Alice bernapas lega. Ia jadi mengerucutkan bibirnya saat Fien pergi. Sorot mata tajam yang selalu mengintimidasi membuatnya tak nyaman. Ia bersyukur hanya sebentar saja Fien menghabiskan makanannya.
"Arogan, kasar dan bertingkah seolah segalanya berada di bawah kendalinya. Memangnya siapa dia selalu mengancamku? Menghukum? Apa dia polisi?" Alice terus mengomel saat mencuci piring. Alice mengira Fien telah keluar dari ruangan tersebut, padahal Fien kembali untuk mengambil sesuatu yang tertinggal.
"Wanita mana yang akan bertahan dengannya? Bahkan dia bisa mengusir wanitanya dengan menyeretnya seperti karung pasir, astaga.""Aku tak pernah melihat seorang gadis yang bisa berbicara sendiri sepertimu, Nona Alice," suara bariton Fien membuat Alice terloncat membalikkan tubuhnya. Bahkan busa sabun di tangannya terlempar ke wajahnya sendiri sehingga gelembung sabun menempel di pipinya.
Alice tak menyangka omelannya tertangkap basah oleh Fien Clark dan tentu saja itu membuatnya sangat malu. Sementara Fien tak melihatnya sama sekali sambil mengambil ponselnya yang tertinggal.
"Sial!" Alice mengepalkan tangannya dan mengetuk pelan kepalanya sendiri.
Alice membersihkan kamar mandi dan menata semua peralatan pada tempatnya, lalu menuju kamar Fien Clark untuk merapikan tempat tidur. Alice mulai teringat ruangan kantor Erick, ia merasa sedikit aneh sejak datang ke ruangan Fien Clark, rasanya seperti tempat yang tak asing baginya.
"Bukankah dulu ini adalah ruangan Erick?" gumamnya dan melihat ke sekeliling yang telah berubah total. Dahulu Alice selalu mengantar kopi untuk Erick Davis di kantornya.
Alice mulai berlari di sebuah sudut ruangan dimana ciuman pertamanya dengan Erick terjadi. Ada sebuah stempel dari sisa kopi. Saat itu Erick mencelupkan jempolnya pada cairan kopi dan menempelkan pada dinding, lalu Erick meminta Alice melakukan hal yang sama sehingga terbentuk simbol hati di sana.
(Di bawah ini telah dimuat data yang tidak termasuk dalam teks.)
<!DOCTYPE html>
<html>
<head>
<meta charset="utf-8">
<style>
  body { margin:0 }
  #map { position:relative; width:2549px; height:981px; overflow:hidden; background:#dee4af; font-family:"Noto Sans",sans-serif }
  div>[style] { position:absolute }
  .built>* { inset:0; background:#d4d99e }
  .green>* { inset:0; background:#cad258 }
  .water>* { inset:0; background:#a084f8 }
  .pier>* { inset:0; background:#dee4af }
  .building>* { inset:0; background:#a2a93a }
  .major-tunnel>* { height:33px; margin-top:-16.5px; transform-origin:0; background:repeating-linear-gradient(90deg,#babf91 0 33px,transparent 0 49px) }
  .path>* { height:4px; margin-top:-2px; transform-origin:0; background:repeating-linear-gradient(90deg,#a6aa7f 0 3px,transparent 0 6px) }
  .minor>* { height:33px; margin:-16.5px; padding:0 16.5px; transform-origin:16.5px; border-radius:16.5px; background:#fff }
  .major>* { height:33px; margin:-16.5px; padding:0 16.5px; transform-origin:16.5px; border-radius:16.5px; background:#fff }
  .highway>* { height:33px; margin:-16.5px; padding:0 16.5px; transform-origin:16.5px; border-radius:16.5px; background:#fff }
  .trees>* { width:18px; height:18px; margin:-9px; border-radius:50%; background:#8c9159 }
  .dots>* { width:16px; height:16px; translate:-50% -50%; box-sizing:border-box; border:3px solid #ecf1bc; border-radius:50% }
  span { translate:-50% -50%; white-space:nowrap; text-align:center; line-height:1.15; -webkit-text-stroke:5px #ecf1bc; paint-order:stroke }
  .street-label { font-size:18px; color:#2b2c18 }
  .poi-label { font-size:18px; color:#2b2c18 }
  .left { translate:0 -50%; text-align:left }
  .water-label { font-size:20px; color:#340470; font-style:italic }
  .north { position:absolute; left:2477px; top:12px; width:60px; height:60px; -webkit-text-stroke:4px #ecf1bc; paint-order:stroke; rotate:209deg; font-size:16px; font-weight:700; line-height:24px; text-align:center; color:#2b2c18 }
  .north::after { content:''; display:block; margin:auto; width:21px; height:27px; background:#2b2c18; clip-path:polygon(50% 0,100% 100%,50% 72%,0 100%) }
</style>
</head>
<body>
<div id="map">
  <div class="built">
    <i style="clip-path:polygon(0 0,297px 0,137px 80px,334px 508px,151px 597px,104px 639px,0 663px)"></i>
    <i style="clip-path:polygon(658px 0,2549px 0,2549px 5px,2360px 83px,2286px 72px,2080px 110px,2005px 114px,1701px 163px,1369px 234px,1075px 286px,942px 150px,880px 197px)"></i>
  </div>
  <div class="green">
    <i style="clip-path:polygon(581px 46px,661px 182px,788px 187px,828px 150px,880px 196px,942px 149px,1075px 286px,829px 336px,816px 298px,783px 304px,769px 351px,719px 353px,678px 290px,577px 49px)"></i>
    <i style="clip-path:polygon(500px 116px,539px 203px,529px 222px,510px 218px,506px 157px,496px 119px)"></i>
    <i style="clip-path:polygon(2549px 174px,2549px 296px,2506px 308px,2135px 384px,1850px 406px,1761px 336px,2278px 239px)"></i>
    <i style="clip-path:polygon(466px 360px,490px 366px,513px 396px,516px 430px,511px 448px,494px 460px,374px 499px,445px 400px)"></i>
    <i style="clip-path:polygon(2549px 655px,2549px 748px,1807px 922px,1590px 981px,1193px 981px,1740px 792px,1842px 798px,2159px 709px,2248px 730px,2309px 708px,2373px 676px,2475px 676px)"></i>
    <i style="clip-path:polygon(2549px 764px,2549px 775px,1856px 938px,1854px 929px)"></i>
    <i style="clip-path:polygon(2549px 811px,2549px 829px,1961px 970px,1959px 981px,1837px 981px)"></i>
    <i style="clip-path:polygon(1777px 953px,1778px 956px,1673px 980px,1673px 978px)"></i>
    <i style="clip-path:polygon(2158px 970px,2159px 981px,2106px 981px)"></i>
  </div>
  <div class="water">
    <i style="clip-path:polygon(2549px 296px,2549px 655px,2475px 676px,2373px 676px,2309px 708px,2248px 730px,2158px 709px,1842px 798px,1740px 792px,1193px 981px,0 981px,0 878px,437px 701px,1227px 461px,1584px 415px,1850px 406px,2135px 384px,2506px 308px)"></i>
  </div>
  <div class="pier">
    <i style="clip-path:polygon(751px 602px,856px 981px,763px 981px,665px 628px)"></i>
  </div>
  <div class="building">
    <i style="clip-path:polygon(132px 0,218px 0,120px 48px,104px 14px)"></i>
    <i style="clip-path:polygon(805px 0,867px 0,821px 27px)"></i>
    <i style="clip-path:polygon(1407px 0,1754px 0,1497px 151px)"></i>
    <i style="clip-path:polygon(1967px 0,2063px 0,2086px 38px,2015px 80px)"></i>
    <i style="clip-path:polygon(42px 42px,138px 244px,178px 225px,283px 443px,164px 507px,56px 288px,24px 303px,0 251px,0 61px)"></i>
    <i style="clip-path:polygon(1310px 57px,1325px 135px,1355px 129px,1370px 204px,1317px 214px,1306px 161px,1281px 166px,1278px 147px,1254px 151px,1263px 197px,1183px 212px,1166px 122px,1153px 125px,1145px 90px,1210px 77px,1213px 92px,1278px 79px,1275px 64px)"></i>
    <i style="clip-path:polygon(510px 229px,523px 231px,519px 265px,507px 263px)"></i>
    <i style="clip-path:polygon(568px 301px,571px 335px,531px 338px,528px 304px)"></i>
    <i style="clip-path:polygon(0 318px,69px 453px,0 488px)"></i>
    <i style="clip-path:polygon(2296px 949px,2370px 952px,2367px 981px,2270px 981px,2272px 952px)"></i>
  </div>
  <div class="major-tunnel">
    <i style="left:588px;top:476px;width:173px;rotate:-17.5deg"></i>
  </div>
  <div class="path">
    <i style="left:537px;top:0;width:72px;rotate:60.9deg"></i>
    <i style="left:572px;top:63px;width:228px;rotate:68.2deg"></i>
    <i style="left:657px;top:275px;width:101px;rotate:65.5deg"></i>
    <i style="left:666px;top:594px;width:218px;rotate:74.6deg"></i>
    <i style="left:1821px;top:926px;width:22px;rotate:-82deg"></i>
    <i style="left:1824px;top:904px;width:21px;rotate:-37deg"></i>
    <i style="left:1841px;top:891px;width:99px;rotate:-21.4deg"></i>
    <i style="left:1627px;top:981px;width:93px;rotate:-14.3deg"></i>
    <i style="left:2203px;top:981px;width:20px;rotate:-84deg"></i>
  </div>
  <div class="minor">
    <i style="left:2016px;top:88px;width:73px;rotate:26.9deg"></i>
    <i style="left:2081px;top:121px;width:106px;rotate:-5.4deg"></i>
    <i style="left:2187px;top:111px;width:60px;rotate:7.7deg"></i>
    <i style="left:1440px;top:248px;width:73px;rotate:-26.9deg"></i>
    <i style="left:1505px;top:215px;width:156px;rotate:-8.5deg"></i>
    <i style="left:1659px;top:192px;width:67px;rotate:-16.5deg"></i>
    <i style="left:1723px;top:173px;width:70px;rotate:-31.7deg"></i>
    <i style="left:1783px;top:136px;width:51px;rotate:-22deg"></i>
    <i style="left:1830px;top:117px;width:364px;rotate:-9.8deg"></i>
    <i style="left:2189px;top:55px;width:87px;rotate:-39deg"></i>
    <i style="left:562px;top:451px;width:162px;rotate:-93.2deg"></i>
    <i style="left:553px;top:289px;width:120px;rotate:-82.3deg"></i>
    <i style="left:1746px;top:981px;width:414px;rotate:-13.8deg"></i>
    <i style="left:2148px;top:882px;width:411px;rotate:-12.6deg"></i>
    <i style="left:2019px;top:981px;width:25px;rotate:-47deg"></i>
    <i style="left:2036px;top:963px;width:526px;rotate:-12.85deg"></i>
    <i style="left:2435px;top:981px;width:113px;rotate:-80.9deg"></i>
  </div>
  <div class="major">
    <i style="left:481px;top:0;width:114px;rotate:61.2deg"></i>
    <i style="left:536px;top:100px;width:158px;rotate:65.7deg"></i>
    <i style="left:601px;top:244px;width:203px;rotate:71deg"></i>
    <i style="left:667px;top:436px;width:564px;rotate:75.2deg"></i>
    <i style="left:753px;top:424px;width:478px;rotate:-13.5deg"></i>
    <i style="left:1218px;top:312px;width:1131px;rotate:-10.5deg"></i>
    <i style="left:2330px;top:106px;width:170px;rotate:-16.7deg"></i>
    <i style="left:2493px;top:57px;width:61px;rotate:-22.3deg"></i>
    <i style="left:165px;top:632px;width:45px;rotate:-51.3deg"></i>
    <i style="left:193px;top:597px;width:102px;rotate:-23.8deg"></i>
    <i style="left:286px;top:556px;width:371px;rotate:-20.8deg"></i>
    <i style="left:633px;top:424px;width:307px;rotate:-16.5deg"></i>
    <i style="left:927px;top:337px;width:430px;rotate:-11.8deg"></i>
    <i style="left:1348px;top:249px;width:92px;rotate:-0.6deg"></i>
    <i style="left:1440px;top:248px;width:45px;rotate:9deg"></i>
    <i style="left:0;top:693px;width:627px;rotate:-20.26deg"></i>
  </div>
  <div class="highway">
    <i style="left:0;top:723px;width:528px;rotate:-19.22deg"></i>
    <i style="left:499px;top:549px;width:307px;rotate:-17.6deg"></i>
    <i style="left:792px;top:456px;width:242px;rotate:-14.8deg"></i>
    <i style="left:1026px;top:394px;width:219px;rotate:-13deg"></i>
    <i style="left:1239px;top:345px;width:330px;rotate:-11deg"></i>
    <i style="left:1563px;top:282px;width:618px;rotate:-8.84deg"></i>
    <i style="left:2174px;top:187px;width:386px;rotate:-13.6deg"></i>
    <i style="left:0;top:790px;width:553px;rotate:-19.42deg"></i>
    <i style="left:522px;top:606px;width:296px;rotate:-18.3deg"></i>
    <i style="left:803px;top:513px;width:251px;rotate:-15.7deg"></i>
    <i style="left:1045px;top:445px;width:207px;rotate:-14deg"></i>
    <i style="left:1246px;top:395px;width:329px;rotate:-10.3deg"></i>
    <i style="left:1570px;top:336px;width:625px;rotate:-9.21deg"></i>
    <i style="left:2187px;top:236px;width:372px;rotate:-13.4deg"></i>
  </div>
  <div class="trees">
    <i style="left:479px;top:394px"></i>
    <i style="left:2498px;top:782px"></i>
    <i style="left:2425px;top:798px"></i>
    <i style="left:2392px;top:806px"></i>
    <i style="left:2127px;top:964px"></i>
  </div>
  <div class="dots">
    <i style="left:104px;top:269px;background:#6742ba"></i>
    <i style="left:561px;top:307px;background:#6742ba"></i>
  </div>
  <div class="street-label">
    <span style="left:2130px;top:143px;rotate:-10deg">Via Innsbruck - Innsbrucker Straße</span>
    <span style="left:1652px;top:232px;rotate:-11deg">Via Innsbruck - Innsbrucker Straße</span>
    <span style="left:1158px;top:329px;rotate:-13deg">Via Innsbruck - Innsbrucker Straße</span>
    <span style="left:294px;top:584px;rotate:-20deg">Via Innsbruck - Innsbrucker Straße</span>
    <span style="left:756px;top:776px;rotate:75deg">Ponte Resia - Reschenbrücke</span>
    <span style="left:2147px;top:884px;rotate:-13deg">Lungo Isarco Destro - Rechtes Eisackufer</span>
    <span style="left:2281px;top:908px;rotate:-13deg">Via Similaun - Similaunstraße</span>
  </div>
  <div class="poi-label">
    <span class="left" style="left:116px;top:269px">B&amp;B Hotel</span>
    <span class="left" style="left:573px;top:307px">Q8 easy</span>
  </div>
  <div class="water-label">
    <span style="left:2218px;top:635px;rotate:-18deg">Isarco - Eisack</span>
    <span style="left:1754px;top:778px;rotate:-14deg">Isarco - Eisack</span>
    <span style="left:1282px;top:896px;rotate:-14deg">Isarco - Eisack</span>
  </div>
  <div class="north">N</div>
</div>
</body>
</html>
Itu adalah simbol yang selalu mereka kenang bersama.
Alice menemukan sudut tersebut yang sudah dipenuhi dengan pigura foto yang menggantung di dinding. Dengan susah payah Alice mencarinya, dan ia sangat bersyukur stempel itu masih ada.
"Jadi ini benar-benar ruangan Erick yang diubah secara menyeluruh, tapi kenapa? Kenapa Fien berusaha keras untuk itu?" lirihnya.
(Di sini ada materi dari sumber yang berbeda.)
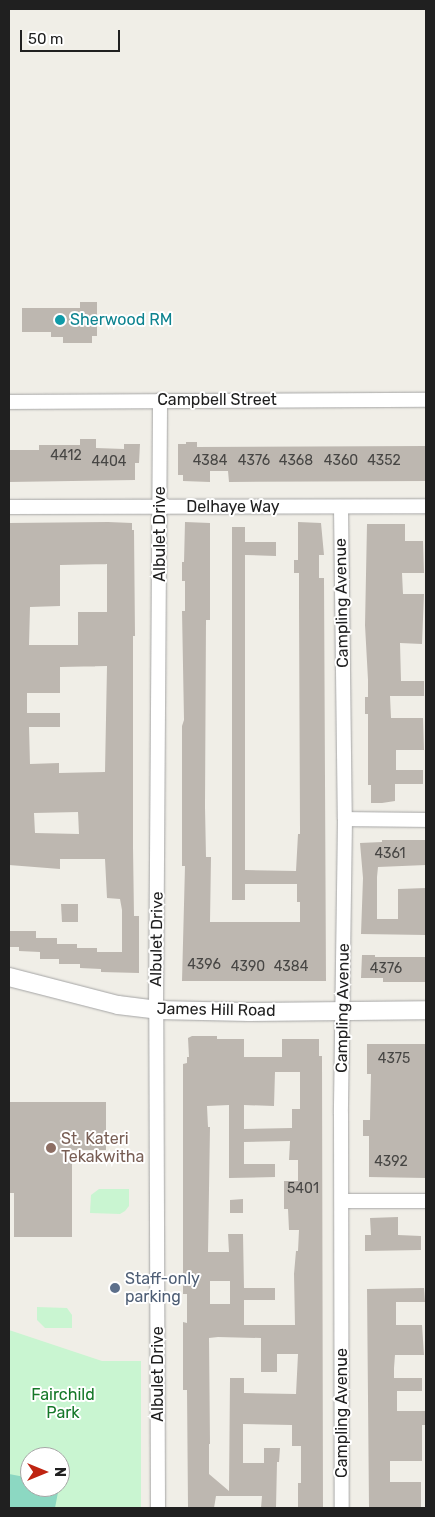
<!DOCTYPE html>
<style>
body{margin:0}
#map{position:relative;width:435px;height:1517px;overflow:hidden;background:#f0eee7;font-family:Rubik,sans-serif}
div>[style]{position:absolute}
.park>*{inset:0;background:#c9f5d1}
.pitch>*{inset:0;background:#8cd8c2}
.building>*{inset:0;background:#bdb7b0}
.roads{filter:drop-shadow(0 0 1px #a4a4a4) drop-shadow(0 0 1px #a4a4a4)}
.minor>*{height:14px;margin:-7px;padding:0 7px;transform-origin:7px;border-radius:7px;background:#fff}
.tertiary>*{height:18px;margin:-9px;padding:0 9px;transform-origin:9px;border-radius:9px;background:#fff}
.dots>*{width:14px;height:14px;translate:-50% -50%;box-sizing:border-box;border:2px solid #fff;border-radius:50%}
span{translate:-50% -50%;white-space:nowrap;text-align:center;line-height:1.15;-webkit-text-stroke:4px #fff;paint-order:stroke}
.number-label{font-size:14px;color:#474644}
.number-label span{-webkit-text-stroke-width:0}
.culture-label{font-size:16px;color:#0d838f}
.left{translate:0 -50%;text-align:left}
.street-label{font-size:16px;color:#202020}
.education-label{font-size:16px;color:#785e54}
.service-label{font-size:16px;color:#4e5e75}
.park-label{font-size:16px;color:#157728}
.frame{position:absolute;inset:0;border:10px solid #202020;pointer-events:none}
.north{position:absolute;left:20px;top:1447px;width:50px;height:50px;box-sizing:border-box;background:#fff;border:1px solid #a6a6a6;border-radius:50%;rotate:90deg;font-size:14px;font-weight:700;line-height:20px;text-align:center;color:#202020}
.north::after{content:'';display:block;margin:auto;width:18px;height:22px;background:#bf2411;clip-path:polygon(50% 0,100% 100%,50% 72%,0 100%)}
.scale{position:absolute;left:20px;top:30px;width:100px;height:22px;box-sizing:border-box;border:2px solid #202020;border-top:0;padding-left:6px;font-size:15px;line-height:18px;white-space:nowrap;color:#202020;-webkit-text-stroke:4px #fff;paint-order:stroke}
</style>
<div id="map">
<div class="park">
<div style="clip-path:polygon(99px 1189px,129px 1189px,129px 1206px,125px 1211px,120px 1214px,90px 1213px,91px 1195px)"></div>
<div style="clip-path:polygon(37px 1307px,67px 1308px,72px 1315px,72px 1328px,45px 1328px,37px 1320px)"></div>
<div style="clip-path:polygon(evenodd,9px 1330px,102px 1361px,141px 1361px,141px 1508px,9px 1508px,9px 1330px,30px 1457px,60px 1457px,60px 1487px,30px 1487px,30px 1457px)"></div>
</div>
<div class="pitch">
<div style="clip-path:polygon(9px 1474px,30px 1478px,30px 1487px,59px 1487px,55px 1508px,9px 1508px)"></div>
</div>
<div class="building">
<div style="clip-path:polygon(80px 302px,97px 302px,97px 336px,92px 336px,92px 343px,63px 343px,63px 337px,51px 337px,51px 332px,22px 332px,22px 308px,80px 308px)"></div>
<div style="clip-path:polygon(80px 439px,96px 439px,96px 448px,124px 449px,124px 444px,140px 444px,139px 463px,135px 463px,135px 480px,9px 482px,9px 450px,39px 450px,39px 445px,80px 445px)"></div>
<div style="clip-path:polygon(186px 442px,197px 442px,197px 447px,426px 446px,426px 481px,229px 482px,228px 471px,210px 471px,210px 482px,183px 481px,183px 475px,178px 475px,178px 444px,186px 444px)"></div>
<div style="clip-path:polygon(evenodd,108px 522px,132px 523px,132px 530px,134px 530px,135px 636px,133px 636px,133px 847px,134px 916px,139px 916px,139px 973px,101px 972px,101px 969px,80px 968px,80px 964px,59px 964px,59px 959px,40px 959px,40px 952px,19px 951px,19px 947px,9px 947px,9px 931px,36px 931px,36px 938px,57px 938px,57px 944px,77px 944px,77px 948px,97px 948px,97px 952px,122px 952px,122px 910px,120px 899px,107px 898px,105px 859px,60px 859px,60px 869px,9px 865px,9px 523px,108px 522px,107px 564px,107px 612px,78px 612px,78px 645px,29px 645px,30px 607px,60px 606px,60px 565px,107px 564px,108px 522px,107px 666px,105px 772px,59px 773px,59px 763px,30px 764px,29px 727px,60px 727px,60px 713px,27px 713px,27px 693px,60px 693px,60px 667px,107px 666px,108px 522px,78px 812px,79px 834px,35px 833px,34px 813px,78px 812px)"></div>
<div style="clip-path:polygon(185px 522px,210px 523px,210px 620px,206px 620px,205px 807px,206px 857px,211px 857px,210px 922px,300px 922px,300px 902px,297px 902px,297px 884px,245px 884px,245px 900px,232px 900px,232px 527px,245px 527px,245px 542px,276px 542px,276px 556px,245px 555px,245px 870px,296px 871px,298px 834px,300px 834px,299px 603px,299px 573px,294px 573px,294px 560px,298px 560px,298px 522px,321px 523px,324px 555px,319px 555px,319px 578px,324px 578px,326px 981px,182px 981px,185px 866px,182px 866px,182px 726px,184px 720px,182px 611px,185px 611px,185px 581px,182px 581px,182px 562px,184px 562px)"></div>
<div style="clip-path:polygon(367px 524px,405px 524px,405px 541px,423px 541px,424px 573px,402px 573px,403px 594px,424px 594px,422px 644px,400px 643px,401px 681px,424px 681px,424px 696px,390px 696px,391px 718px,423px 718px,424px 750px,396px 750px,396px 770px,423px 770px,423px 784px,395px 784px,395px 801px,382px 803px,371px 803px,371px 785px,368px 785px,368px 714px,365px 714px,365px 697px,368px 697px,368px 680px,365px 625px)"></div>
<div style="clip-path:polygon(382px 840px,426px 840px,426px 865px,378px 867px,377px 877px,377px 919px,398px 919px,398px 889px,426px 888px,426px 935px,361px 934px,363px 878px,360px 843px,382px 842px)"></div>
<div style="clip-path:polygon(61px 904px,78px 904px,78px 922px,62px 922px)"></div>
<div style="clip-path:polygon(362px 955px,375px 955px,375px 957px,426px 957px,426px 982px,383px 982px,383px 978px,361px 978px)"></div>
<div style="clip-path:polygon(evenodd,192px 1036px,217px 1036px,217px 1039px,244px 1039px,244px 1057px,282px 1057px,282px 1039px,319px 1039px,319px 1056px,322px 1056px,323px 1508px,298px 1508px,298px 1483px,301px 1483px,301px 1446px,292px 1446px,292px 1425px,243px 1424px,243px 1463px,264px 1463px,264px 1448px,280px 1448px,279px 1462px,277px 1462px,276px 1508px,261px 1508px,262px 1496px,216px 1496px,214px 1508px,188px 1508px,187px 1390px,183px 1390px,183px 1322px,187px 1323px,187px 1294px,183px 1294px,183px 1064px,187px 1063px,187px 1057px,189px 1057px,188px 1038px,192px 1036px,275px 1072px,300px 1072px,300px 1109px,292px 1109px,292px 1128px,244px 1129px,244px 1105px,274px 1106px,275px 1072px,192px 1036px,229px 1105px,229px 1178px,275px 1177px,275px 1164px,244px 1164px,244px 1142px,290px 1141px,289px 1160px,298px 1160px,298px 1181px,284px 1181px,284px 1209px,288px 1209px,289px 1230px,299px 1230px,298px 1251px,296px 1251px,294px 1274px,295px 1325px,244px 1325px,244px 1300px,275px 1300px,275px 1288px,244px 1288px,243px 1234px,228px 1234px,229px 1252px,208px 1252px,210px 1127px,208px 1127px,207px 1106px,229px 1105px,192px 1036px,210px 1281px,230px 1281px,230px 1304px,210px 1304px,210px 1281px,192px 1036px,218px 1337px,261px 1338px,261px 1372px,277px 1372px,277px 1354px,298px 1354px,296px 1394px,244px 1393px,244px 1378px,230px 1378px,229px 1491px,209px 1474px,209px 1444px,210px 1444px,209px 1338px,218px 1337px)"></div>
<div style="clip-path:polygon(367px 1044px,426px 1044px,426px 1178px,369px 1177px,369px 1136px,363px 1136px,363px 1120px,370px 1120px,371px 1074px,367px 1074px)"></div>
<div style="clip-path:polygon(9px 1102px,106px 1102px,106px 1150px,72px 1150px,72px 1237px,14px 1237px,14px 1193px,9px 1193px)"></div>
<div style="clip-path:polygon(243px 1199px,243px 1213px,230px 1213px,230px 1200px)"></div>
<div style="clip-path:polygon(398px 1217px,398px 1235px,421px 1236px,421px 1250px,365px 1251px,365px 1235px,371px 1235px,370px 1218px)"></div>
<div style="clip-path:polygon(424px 1288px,425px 1302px,396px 1302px,396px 1325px,422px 1325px,424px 1355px,395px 1355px,394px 1368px,394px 1378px,422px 1378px,422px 1391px,397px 1391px,397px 1411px,425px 1411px,425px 1425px,422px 1425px,422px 1461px,390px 1461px,390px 1482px,421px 1482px,421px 1508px,369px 1508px,367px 1289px)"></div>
</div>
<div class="roads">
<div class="minor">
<div style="left:9px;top:402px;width:417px;rotate:-0.3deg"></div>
<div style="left:9px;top:507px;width:417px;rotate:-0.1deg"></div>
<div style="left:341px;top:507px;width:312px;rotate:89.3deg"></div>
<div style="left:345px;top:819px;width:295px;rotate:90.8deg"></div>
<div style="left:341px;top:1114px;width:394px;rotate:89.9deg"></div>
<div style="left:345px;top:819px;width:81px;rotate:0.7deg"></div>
<div style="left:342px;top:1201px;width:84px"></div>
<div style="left:158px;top:1508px;width:498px;rotate:-90.2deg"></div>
<div style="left:156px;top:1010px;width:610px;rotate:-89.62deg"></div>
</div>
<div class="tertiary">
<div style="left:9px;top:977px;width:113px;rotate:14.4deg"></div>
<div style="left:118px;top:1005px;width:38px;rotate:7deg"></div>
<div style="left:156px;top:1010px;width:93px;rotate:1.2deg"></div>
<div style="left:249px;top:1012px;width:177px;rotate:-0.6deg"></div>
</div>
</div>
<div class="dots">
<div style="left:60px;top:320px;background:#0f9aa8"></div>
<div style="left:51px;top:1148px;background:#8d6e63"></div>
<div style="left:115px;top:1288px;background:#5c6f8a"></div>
</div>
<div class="number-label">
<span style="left:66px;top:456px">4412</span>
<span style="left:210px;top:461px">4384</span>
<span style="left:254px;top:461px">4376</span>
<span style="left:296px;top:461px">4368</span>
<span style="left:341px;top:461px">4360</span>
<span style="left:384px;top:461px">4352</span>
<span style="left:109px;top:462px">4404</span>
<span style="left:390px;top:854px">4361</span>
<span style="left:204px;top:965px">4396</span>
<span style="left:248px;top:967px">4390</span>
<span style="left:291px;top:967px">4384</span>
<span style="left:386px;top:969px">4376</span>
<span style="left:394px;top:1059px">4375</span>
<span style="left:391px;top:1162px">4392</span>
<span style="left:303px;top:1189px">5401</span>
</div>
<div class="culture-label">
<span class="left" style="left:70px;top:320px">Sherwood RM</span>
</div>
<div class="street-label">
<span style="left:217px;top:400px">Campbell Street</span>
<span style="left:233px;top:507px">Delhaye Way</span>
<span style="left:160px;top:534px;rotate:-90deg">Albulet Drive</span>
<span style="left:342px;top:603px;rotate:-91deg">Campling Avenue</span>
<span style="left:157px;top:939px;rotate:-89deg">Albulet Drive</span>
<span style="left:343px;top:1008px;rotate:-89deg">Campling Avenue</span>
<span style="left:216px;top:1010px;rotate:1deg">James Hill Road</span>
<span style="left:158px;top:1374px;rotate:-90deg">Albulet Drive</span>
<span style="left:342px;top:1413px;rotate:-90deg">Campling Avenue</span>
</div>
<div class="education-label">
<span class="left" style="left:61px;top:1148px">St. Kateri<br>Tekakwitha</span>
</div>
<div class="service-label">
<span class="left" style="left:125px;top:1288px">Staff-only<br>parking</span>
</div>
<div class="park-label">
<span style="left:63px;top:1404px">Fairchild<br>Park</span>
</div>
<div class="frame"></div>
<div class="north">N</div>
<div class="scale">50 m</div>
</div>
Alice mulai mencari sesuatu di gudang penyimpanan, seakan ia harus menemukan sesuatu di sana.
Gudang itu sudah dipenuhi barang-barang Erick. Alice menggelengkan kepalanya saat menyaksikan pemandangan yang sangat mengerikan.
Foto, atau apapun tentang Erick dibuang tak berharga. 'Sebenci inikah Fien Clark pada saudara tirinya?' batin Alice. Ia semakin meyakinkan asumsinya bahwa banyak hal yang mengarah kepada Fien sebagai tersangka utama.
"Baiklah, Erick. Aku tak boleh takut atau gentar menghadapi Fien Clark bukan? Tapi darimana aku memulainya?" Alice bingung. Semangatnya yang berkobar tiba-tiba luluh lantak melihat siapa yang di hadapinya sekarang. Terlebih ia tak pernah bisa berkomunikasi secara baik dengan Fien.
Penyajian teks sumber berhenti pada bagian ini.